И как бы за всем этим оставалась еще особая эмоциональная пропасть, ее я отчаянно старался перескочить, чтобы не разрыдаться, – нежная дружба, на которой зиждилось мое уважение к отцу; обаяние полноты нашего совершенного согласия; уимблдонские матчи, за которыми мы следили по лондонским газетам; шахматные задачи, которые мы вместе решали; пушкинские ямбы, триумфально слетавшие с его языка всякий раз, что я упоминал кого-нибудь из мелких современных поэтов. Наши отношения окрашивал повседневный обмен домодельными нелепицами, комично искаженными словечками, имитациями традиционных интонаций, всеми теми скрытыми от других семейными шутками, которые составляют тайный шифр счастливых семей.
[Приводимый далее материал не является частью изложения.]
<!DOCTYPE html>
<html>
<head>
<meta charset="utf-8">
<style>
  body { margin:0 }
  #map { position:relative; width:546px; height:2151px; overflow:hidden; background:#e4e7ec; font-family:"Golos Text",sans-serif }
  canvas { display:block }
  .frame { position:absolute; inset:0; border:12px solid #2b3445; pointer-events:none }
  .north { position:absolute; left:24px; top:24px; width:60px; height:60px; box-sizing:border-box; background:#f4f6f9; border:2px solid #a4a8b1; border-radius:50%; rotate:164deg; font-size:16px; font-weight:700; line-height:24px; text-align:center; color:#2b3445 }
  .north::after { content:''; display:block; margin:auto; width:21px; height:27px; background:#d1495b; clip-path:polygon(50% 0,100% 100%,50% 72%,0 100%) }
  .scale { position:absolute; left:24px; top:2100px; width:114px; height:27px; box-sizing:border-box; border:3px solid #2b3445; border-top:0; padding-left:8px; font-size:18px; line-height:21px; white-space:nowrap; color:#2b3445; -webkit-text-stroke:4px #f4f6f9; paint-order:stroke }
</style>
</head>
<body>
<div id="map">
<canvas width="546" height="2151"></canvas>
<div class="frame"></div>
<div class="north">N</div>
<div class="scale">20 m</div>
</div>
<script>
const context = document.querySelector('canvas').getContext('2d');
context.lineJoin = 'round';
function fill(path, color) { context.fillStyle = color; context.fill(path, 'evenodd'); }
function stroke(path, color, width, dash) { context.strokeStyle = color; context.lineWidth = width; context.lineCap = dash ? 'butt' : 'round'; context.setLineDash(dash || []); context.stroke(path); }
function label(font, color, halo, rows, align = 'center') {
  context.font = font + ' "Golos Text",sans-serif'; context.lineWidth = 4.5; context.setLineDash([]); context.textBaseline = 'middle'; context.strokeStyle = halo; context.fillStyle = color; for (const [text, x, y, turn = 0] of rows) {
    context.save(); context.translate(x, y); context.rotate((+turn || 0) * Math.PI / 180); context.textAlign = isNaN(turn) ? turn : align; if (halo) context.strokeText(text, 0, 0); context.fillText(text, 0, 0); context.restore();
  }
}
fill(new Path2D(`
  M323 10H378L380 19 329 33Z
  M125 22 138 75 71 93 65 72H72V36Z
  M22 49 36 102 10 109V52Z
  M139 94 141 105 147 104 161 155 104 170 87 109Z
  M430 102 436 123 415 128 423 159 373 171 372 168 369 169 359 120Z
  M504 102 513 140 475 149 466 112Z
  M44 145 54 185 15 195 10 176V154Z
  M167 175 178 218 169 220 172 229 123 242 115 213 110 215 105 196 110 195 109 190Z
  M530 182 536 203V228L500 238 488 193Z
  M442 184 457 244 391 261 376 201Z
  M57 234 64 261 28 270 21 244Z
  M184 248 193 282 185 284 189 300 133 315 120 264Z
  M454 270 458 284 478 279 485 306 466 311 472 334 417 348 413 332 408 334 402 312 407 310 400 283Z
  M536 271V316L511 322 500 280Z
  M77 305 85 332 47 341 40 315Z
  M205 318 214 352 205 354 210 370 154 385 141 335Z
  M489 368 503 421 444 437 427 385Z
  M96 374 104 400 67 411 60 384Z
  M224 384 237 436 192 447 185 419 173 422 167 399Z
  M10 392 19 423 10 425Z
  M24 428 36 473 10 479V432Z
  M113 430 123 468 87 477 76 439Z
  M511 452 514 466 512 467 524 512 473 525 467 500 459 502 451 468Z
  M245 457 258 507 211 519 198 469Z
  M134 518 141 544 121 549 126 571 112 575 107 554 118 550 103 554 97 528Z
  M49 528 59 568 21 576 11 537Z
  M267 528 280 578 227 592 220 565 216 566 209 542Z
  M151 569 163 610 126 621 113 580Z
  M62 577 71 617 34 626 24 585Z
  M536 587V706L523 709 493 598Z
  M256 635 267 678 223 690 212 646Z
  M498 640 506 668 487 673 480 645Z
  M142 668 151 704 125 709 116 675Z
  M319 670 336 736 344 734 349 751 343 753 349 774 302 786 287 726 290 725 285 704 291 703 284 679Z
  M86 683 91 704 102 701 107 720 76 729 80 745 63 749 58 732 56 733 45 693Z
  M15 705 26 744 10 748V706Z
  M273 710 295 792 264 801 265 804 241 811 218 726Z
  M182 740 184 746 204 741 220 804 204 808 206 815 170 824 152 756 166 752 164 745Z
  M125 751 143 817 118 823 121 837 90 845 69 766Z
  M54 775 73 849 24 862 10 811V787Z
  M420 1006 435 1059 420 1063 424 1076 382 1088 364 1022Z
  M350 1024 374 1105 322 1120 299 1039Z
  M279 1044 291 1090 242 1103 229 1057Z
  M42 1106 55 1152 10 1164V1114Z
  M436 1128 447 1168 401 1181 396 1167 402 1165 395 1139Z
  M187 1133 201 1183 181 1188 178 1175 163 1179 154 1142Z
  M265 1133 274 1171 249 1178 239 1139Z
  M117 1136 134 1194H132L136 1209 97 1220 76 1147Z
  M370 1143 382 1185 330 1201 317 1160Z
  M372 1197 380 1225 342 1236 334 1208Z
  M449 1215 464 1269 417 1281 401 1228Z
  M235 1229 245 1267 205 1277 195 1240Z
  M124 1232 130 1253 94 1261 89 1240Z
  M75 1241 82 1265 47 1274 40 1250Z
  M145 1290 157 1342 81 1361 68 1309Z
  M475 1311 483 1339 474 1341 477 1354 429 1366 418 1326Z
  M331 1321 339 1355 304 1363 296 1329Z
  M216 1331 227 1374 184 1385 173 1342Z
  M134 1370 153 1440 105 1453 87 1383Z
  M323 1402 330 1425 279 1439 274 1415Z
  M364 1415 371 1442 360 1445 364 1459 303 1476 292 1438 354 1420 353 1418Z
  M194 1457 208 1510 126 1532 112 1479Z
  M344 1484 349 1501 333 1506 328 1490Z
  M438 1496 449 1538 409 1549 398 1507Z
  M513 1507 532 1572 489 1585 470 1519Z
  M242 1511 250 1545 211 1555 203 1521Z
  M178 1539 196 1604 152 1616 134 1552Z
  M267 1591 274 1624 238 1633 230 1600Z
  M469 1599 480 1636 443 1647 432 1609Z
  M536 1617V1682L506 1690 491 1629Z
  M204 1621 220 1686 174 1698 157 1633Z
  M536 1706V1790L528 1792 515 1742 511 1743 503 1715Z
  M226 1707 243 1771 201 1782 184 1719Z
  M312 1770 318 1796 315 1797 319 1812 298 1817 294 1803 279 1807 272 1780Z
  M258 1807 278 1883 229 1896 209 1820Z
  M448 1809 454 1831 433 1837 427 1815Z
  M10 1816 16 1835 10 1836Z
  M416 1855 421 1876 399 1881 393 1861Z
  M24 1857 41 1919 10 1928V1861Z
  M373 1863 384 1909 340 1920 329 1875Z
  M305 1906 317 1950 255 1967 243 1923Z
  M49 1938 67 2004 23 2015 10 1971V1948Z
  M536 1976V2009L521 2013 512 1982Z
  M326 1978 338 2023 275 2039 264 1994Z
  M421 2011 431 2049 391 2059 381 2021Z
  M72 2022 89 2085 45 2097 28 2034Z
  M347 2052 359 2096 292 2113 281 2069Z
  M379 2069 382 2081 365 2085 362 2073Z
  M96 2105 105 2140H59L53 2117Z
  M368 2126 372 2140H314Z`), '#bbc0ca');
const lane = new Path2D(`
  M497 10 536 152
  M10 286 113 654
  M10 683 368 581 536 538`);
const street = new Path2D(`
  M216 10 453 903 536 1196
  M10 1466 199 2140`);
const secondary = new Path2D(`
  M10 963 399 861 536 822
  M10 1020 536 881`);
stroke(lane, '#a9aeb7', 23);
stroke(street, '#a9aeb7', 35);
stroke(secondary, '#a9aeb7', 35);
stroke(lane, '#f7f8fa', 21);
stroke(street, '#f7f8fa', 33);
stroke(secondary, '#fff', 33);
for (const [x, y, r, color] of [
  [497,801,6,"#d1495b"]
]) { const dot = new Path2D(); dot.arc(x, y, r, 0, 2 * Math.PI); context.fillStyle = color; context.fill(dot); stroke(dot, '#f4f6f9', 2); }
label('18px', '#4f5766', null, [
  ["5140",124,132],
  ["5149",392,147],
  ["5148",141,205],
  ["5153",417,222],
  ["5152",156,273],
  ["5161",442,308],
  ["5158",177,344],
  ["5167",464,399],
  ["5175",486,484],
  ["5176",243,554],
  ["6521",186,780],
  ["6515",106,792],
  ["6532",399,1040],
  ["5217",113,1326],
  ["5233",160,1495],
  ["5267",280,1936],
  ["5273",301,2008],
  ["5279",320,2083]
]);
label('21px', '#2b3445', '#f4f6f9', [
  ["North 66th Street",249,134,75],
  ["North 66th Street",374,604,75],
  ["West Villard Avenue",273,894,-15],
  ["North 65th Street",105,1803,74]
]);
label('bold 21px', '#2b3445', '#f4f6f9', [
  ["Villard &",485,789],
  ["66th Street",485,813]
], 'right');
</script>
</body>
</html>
Он был до крайности строг в вопросах поведения и склонен к резкостям, когда отчитывал кого-либо из детей или слуг, но врожденная человечность его была слишком велика, чтобы, выговаривая Осипу, приготовившему не ту рубашку, по-настоящему обидеть его, и точно так же не по чужим рассказам составленное представление о том, что такое отроческая гордость, смягчало резкость упреков и порождало неожиданное прощение. И оттого я был скорее озадачен, чем обрадован, когда однажды, узнав, что я нарочно рассек себе бритвой ногу повыше колена (шрам сохранился и поныне), чтобы уклониться от чтения в классе стихов, которых я не выучил, он, похоже, не смог по-настоящему на меня рассердиться; а последующее его признание в собственном отроческом проступке того же рода наградило меня за то, что я не скрыл от него правды.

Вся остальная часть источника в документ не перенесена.